Off the Top: SF Giants Entries
A Pitcher's Perfect Game is a Team Effort
Tuesday night Matt Cain of the San Francisco Giant’s pitched a perfect game (no hits, no walks, nor errors, and no runs). This was the first perfect game by a Giant in the 130 years the club has been around. Cain’s 14 strike out tied the best perfect game of Sandy Kolfax, so 2 of the 22 best perfect games ever.
But it Takes a Team
One of the most amazing moments in this perfect game was in the 7th inning when the Giants’ Gregor Blanco made an amazing play on the Astros’ Jordan Schafer’s smash drive to center field. There was a whole lot of amazing and special in his play, but the most amazing bit came in his talking about the play the following day.
From yesterday’s MLB.com article Cain bak at work as Giants revel in perfecto Gregor Blanco talks about his talk with Cain after the game and Cain’s deep appreciation of that catch that saved the perfect game…
Right fielder Gregor Blanco spoke at length about his remarkable seventh-inning catch of Jordan Schafer’s drive to the center-field warning track.

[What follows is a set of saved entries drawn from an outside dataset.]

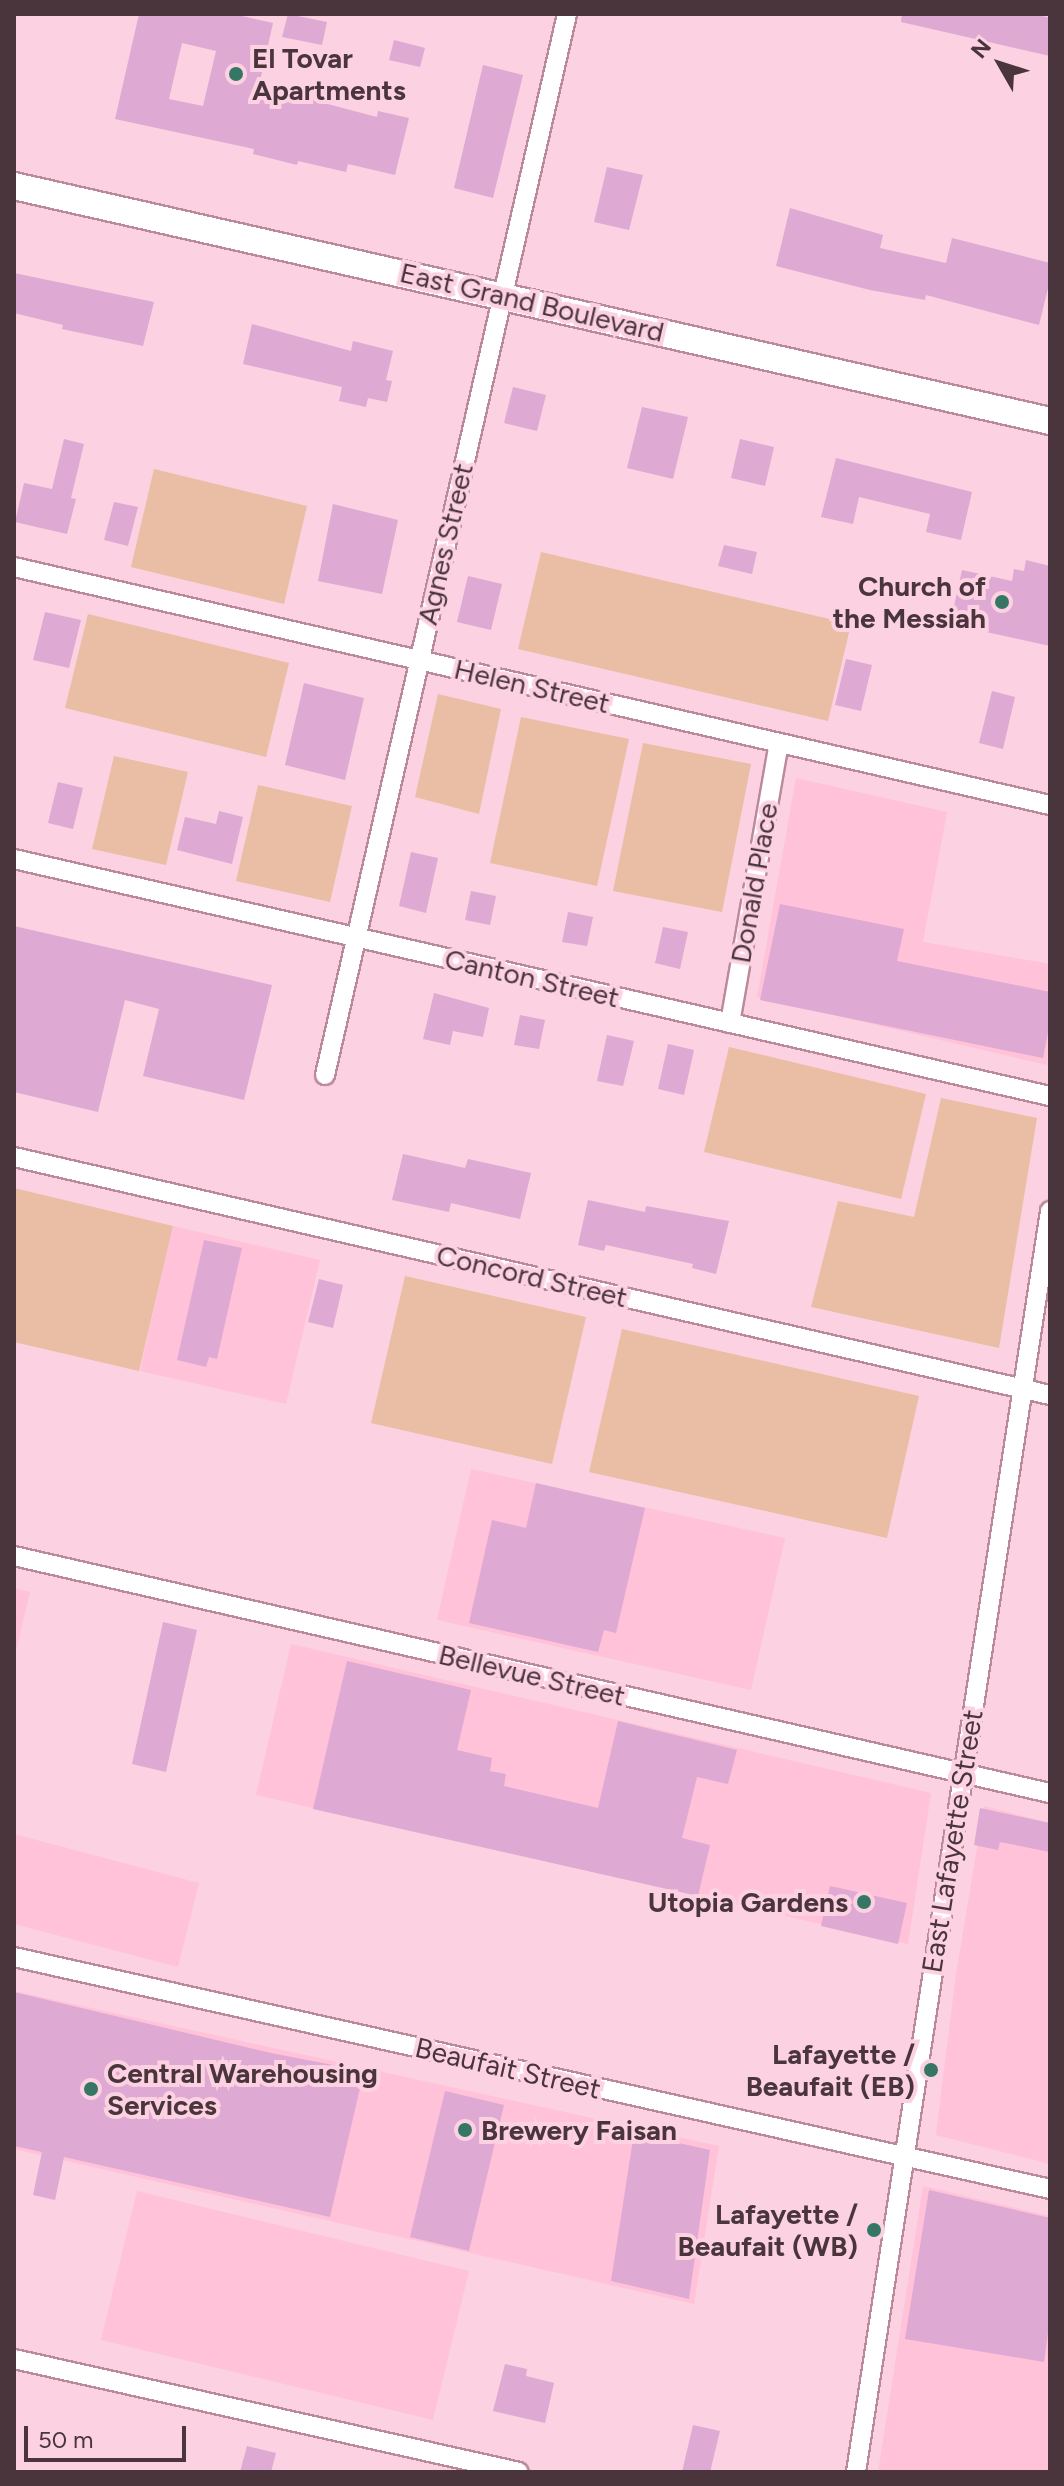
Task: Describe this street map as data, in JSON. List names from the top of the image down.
{
  "streets": {
    "main road": ["East Grand Boulevard"],
    "street": [
      "Agnes Street",
      "Helen Street",
      "Donald Place",
      "Canton Street",
      "Concord Street",
      "Bellevue Street",
      "East Lafayette Street",
      "Beaufait Street"
    ]
  },
  "crossings": [
    ["East Grand Boulevard", "Agnes Street"],
    ["Agnes Street", "Helen Street"],
    ["Agnes Street", "Canton Street"],
    ["Helen Street", "Donald Place"],
    ["Donald Place", "Canton Street"],
    ["Concord Street", "East Lafayette Street"],
    ["Bellevue Street", "East Lafayette Street"],
    ["East Lafayette Street", "Beaufait Street"]
  ],
  "places": [
    "El Tovar Apartments",
    "Church of the Messiah",
    "Utopia Gardens",
    "Lafayette / Beaufait (EB)",
    "Central Warehousing Services",
    "Brewery Faisan",
    "Lafayette / Beaufait (WB)"
  ],
  "scale_bar": "50 m",
  "north": "top left"
}
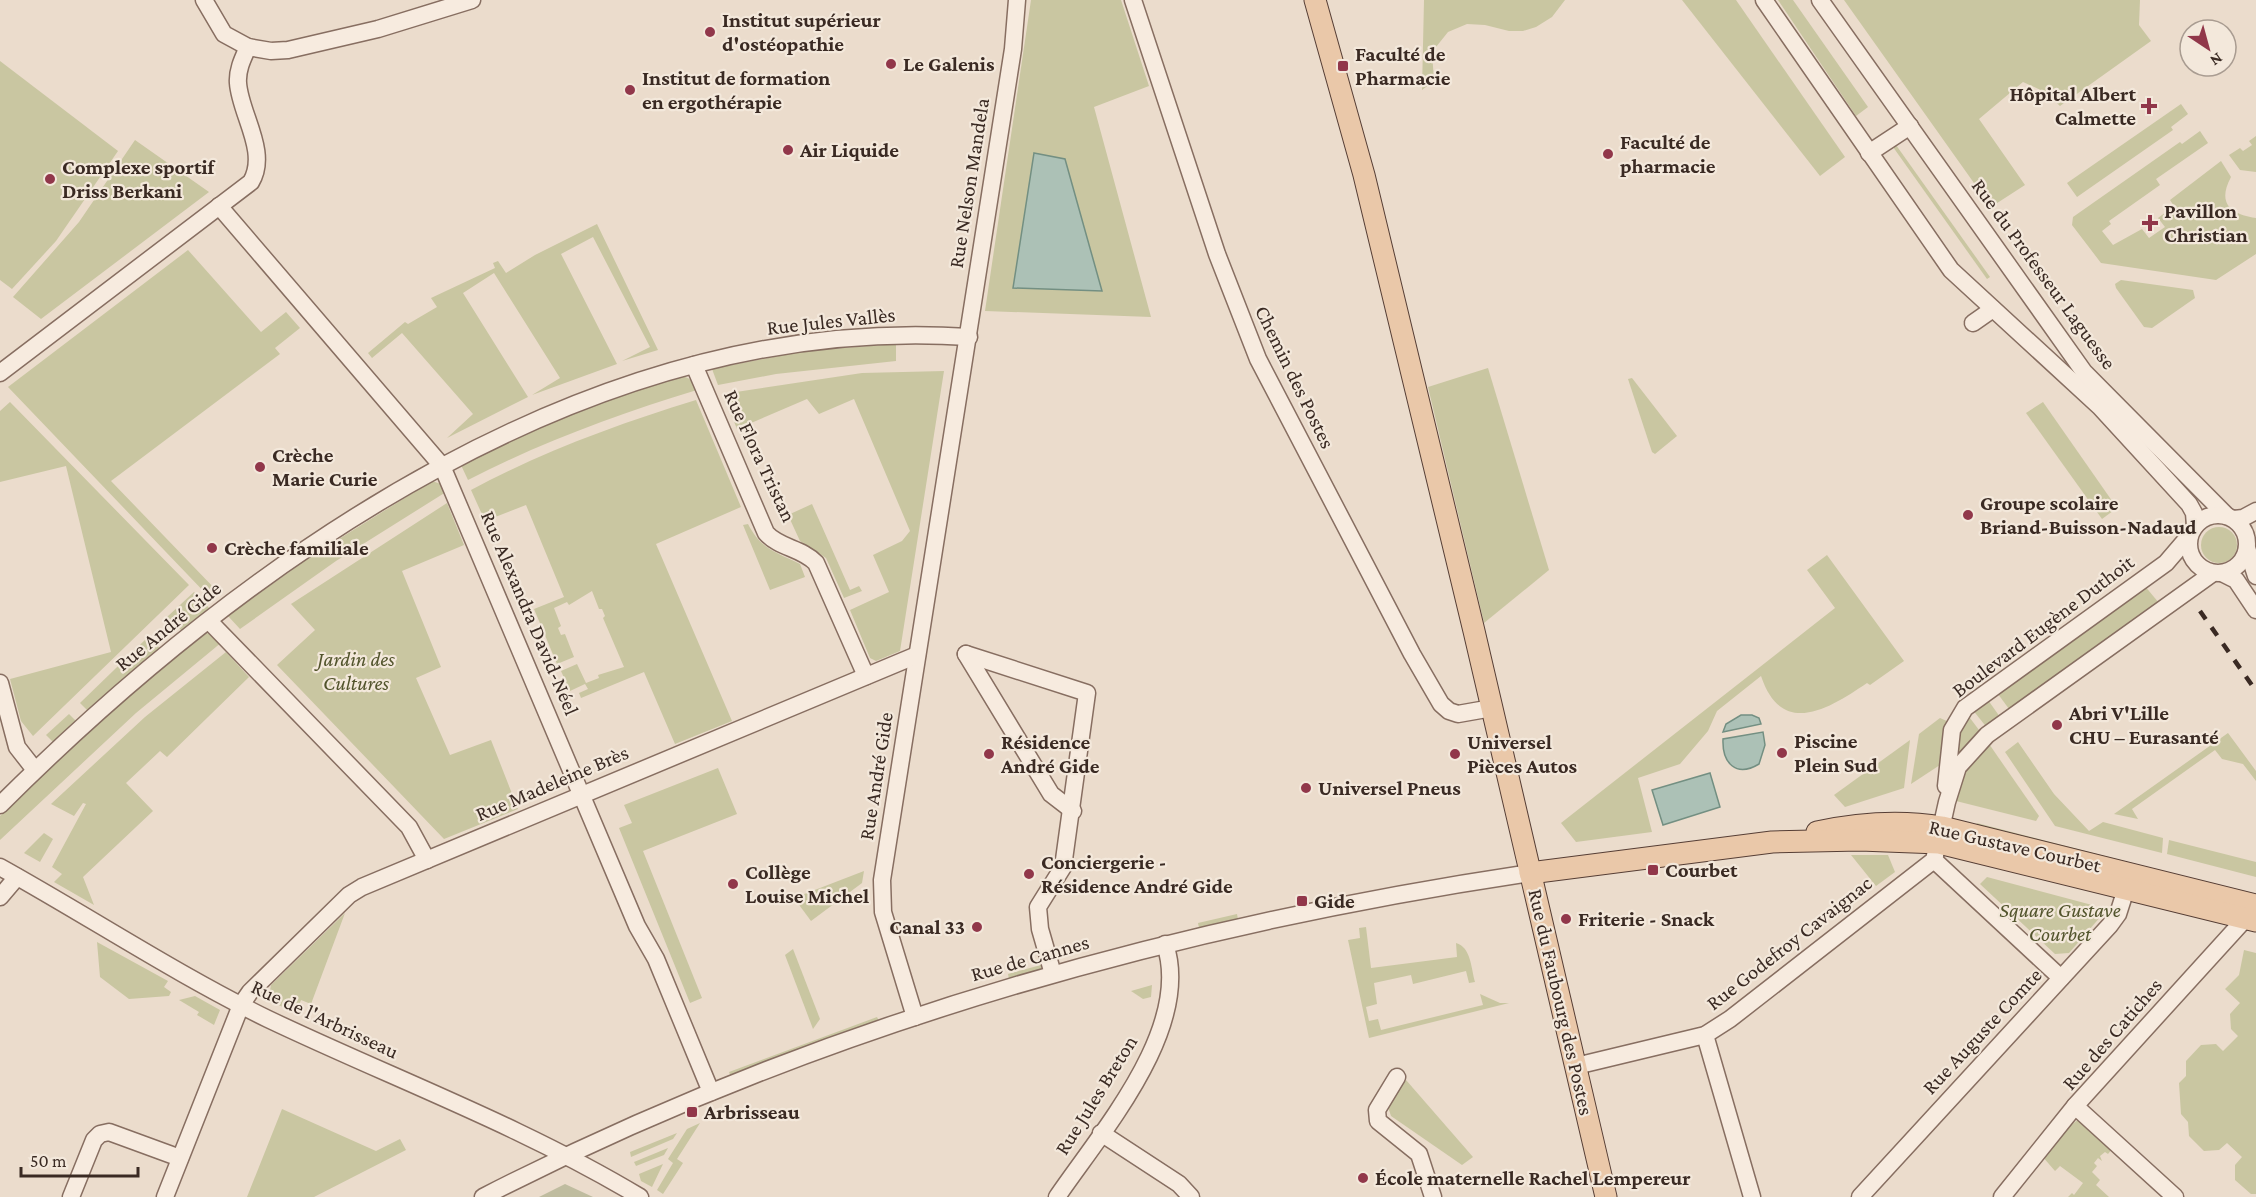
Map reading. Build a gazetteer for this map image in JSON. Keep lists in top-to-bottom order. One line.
{"streets":{"main road":["Rue Gustave Courbet","Rue du Faubourg des Postes"],"street":["Rue Nelson Mandela","Rue du Professeur Laguesse","Rue Jules Vallès","Chemin des Postes","Rue Flora Tristan","Rue Alexandra David-Néel","Rue André Gide","Boulevard Eugène Duthoit","Rue Madeleine Brès","Rue Godefroy Cavaignac","Rue de Cannes","Rue de l'Arbrisseau","Rue Auguste Comte","Rue des Catiches","Rue Jules Breton"]},"crossings":[["Rue Nelson Mandela","Rue Jules Vallès"],["Rue Nelson Mandela","Rue André Gide"],["Rue du Professeur Laguesse","Boulevard Eugène Duthoit"],["Rue Jules Vallès","Rue Flora Tristan"],["Rue Jules Vallès","Rue Alexandra David-Néel"],["Rue Jules Vallès","Rue André Gide"],["Chemin des Postes","Rue du Faubourg des Postes"],["Rue Flora Tristan","Rue Madeleine Brès"],["Rue Alexandra David-Néel","Rue André Gide"],["Rue Alexandra David-Néel","Rue Madeleine Brès"],["Rue Alexandra David-Néel","Rue de Cannes"],["Rue André Gide","Rue Madeleine Brès"],["Rue André Gide","Rue de Cannes"],["Boulevard Eugène Duthoit","Rue Gustave Courbet"],["Boulevard Eugène Duthoit","Rue Godefroy Cavaignac"],["Rue Madeleine Brès","Rue de l'Arbrisseau"],["Rue Gustave Courbet","Rue Godefroy Cavaignac"],["Rue Gustave Courbet","Rue de Cannes"],["Rue Gustave Courbet","Rue du Faubourg des Postes"],["Rue Gustave Courbet","Rue Auguste Comte"],["Rue Gustave Courbet","Rue des Catiches"],["Rue Godefroy Cavaignac","Rue du Faubourg des Postes"],["Rue de Cannes","Rue du Faubourg des Postes"],["Rue de Cannes","Rue de l'Arbrisseau"],["Rue de Cannes","Rue Jules Breton"]],"parks":["Jardin des Cultures","Square Gustave Courbet"],"places":{"other":["Institut supérieur d'ostéopathie","Le Galenis","Institut de formation en ergothérapie","Air Liquide","Faculté de pharmacie","Complexe sportif Driss Berkani","Crèche Marie Curie","Groupe scolaire Briand-Buisson-Nadaud","Crèche familiale","Abri V'Lille CHU – Eurasanté","Piscine Plein Sud","Résidence André Gide","Universel Pièces Autos","Universel Pneus","Conciergerie - Résidence André Gide","Collège Louise Michel","Friterie - Snack","Canal 33","École maternelle Rachel Lempereur"],"transit":["Faculté de Pharmacie","Courbet","Gide","Arbrisseau"],"health":["Hôpital Albert Calmette","Pavillon Christian"]},"scale_bar":"50 m","north":"bottom right"}
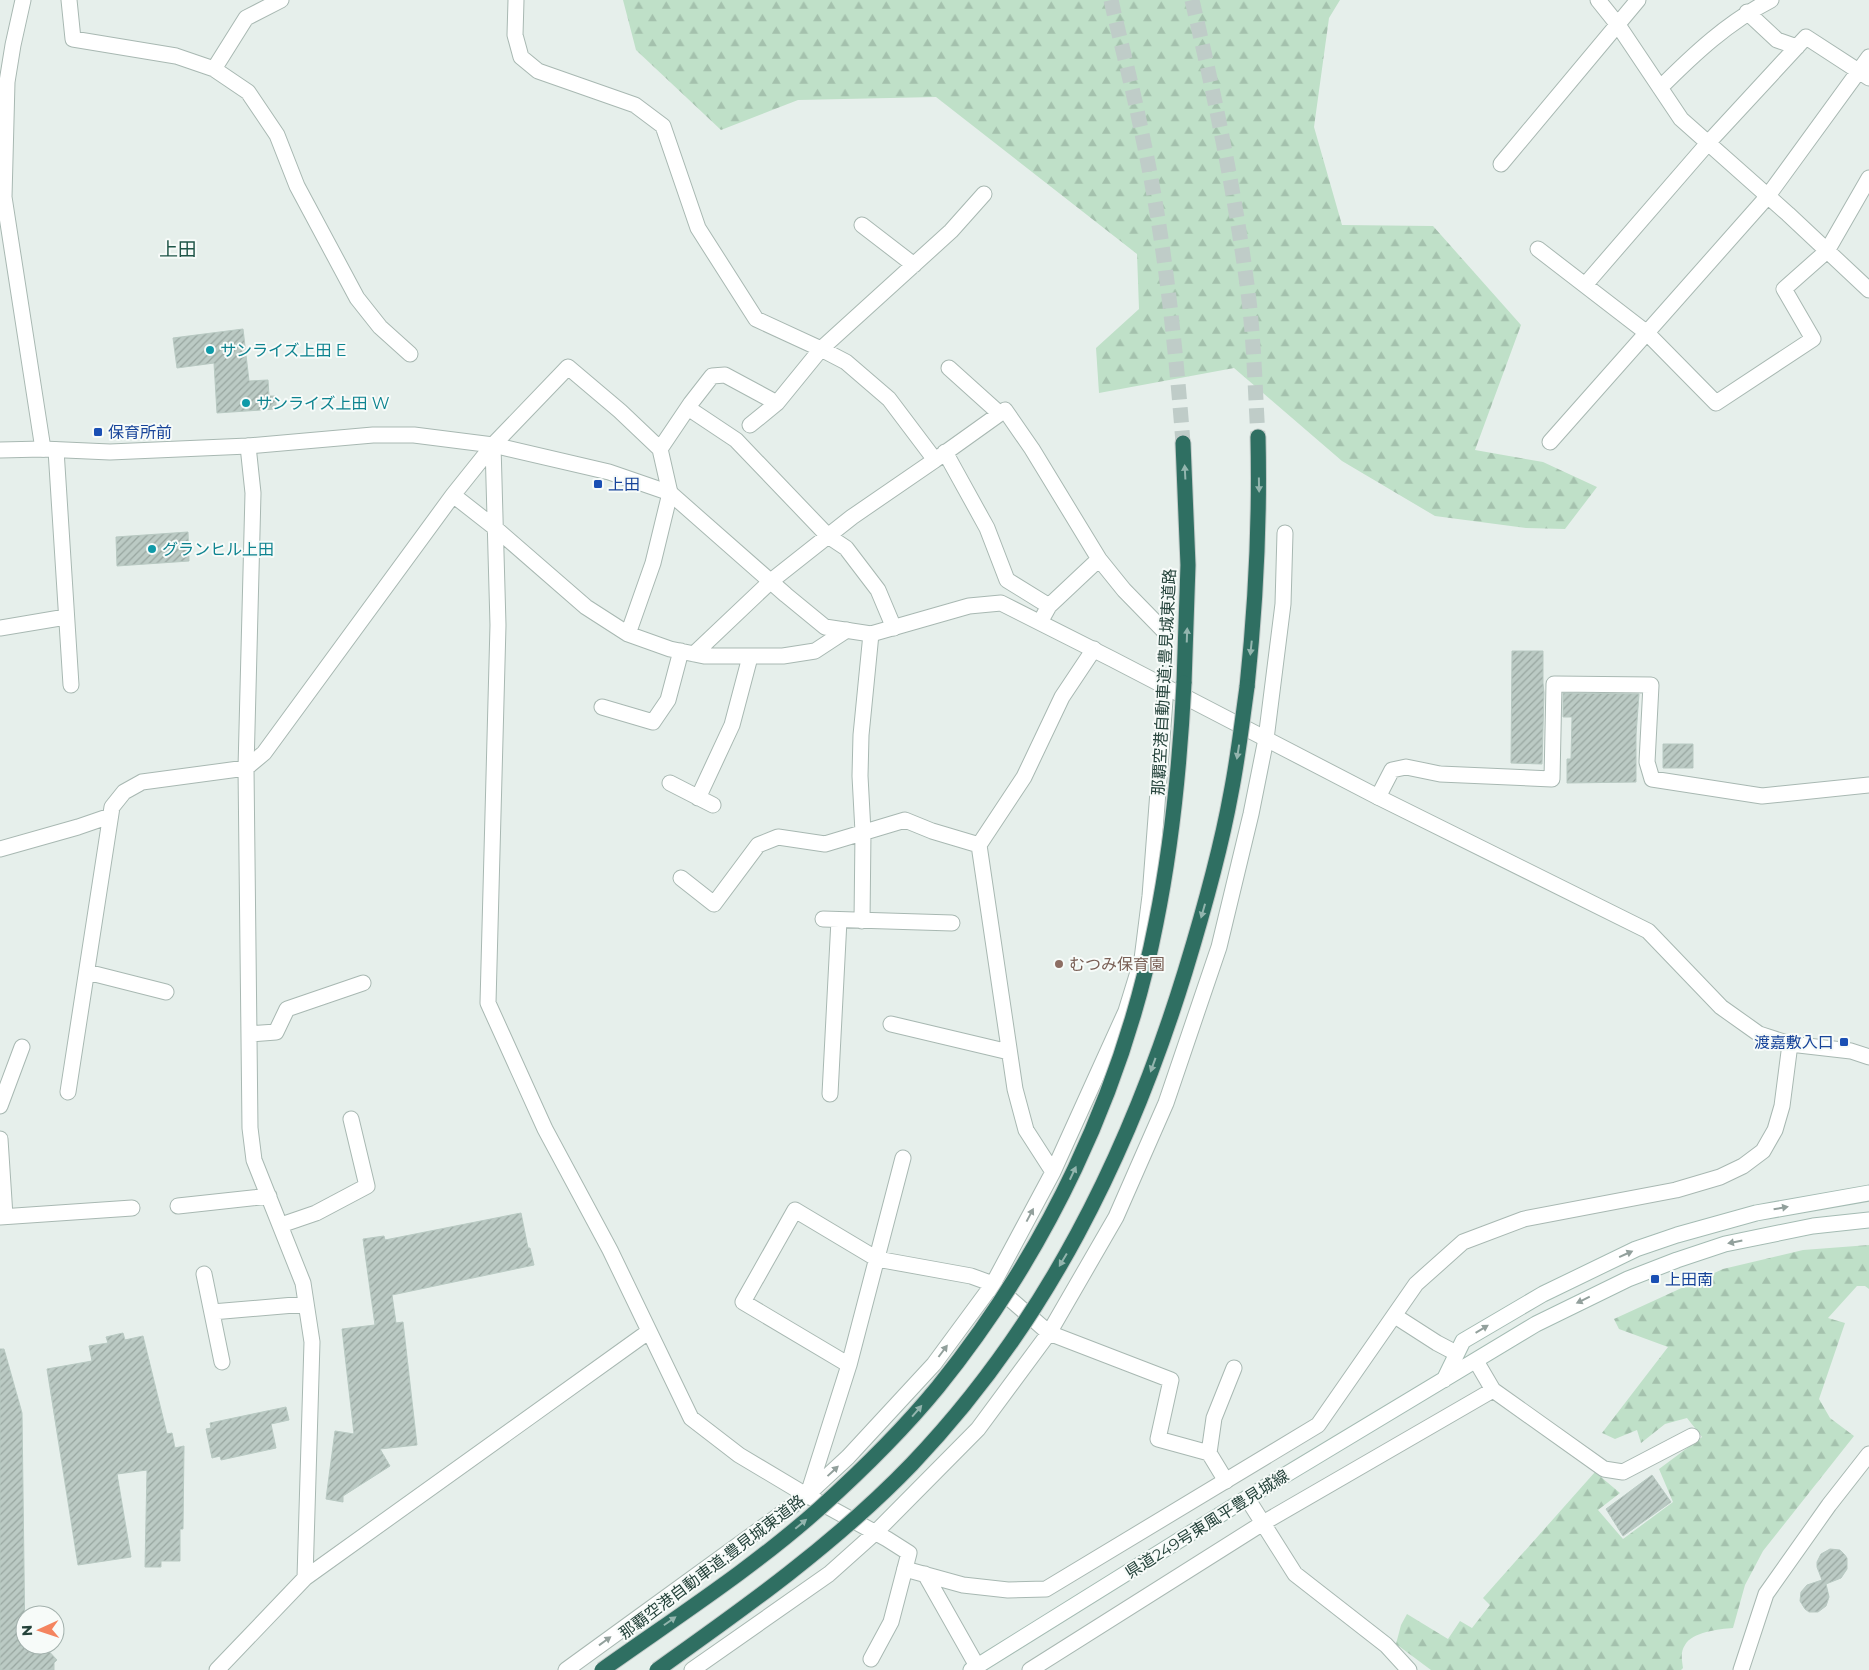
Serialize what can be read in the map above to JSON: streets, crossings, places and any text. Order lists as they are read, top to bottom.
{
  "streets": {
    "highway": ["那覇空港自動車道;豊見城東道路"],
    "street": ["県道249号東風平豊見城線"]
  },
  "districts": ["上田"],
  "places": {
    "other": [
      "サンライズ上田 E",
      "サンライズ上田 W",
      "グランヒル上田",
      "むつみ保育園"
    ],
    "transit": [
      "保育所前",
      "上田",
      "渡嘉敷入口",
      "上田南"
    ]
  },
  "north": "left"
}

Blanco refused Cain’s offer to reward him for his impossible grab. “He asked me what I wanted – a watch, a car, a house,” Blanco said, prompting laughter from reporters. “I said, ‘No man, we’re a team. I’m always there for you.’” Having the chance to make such plays is its own reward, Blanco said. “I work hard, and it’s great to have a moment like this in my career,” he said. “I’m enjoying this, enjoying the moment, and I’m just thankful to the Giants for the opportunity.”
Blanco repeated that he didn’t think he could run down Schafer’s drive. It wasn’t false modesty.
This understanding of team is fantastic. (I do love Matt Cain’s gesture of reward, and Matt’s hat tip to Gregor just after the play as it was pure class and grace.) It is a great thing when many moving parts come together like this. When each member is looking out for the team and supporting those who are having a shining moment reach their best.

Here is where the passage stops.